• WHAT IS BEING ASKED
Read the lines of the data below and retrieve those with "Gaspar".

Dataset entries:
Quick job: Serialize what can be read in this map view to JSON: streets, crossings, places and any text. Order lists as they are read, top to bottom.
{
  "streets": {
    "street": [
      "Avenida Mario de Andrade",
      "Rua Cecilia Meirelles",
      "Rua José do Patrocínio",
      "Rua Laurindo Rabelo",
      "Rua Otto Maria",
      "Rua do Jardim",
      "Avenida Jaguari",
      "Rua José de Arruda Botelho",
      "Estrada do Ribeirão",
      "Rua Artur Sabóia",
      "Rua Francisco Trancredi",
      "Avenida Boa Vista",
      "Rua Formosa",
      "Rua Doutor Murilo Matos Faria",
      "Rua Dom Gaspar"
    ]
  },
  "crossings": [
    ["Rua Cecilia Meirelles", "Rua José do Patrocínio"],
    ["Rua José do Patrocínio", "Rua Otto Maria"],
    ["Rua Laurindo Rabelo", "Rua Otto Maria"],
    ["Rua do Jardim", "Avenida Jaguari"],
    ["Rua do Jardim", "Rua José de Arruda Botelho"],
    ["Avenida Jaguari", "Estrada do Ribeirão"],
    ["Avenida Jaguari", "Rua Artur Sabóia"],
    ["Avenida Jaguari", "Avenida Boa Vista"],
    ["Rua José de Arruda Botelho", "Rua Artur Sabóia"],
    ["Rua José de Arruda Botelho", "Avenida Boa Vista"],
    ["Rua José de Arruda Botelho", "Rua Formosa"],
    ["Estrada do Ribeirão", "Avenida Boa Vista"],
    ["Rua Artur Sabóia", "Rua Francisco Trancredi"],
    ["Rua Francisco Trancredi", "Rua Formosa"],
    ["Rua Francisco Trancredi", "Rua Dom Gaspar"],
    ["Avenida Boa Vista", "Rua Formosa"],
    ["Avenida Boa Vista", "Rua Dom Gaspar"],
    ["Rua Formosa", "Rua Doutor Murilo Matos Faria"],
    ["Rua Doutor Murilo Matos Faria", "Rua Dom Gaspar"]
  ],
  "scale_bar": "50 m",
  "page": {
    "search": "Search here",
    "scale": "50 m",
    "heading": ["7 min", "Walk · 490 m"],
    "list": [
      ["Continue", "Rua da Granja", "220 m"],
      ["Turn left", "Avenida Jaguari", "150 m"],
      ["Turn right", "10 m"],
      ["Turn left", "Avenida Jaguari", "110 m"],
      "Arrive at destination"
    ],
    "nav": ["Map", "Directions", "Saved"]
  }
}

• RESPONSE TO THE TASK
      "Rua Dom Gaspar"
    ["Rua Francisco Trancredi", "Rua Dom Gaspar"],
    ["Avenida Boa Vista", "Rua Dom Gaspar"],
    ["Rua Doutor Murilo Matos Faria", "Rua Dom Gaspar"]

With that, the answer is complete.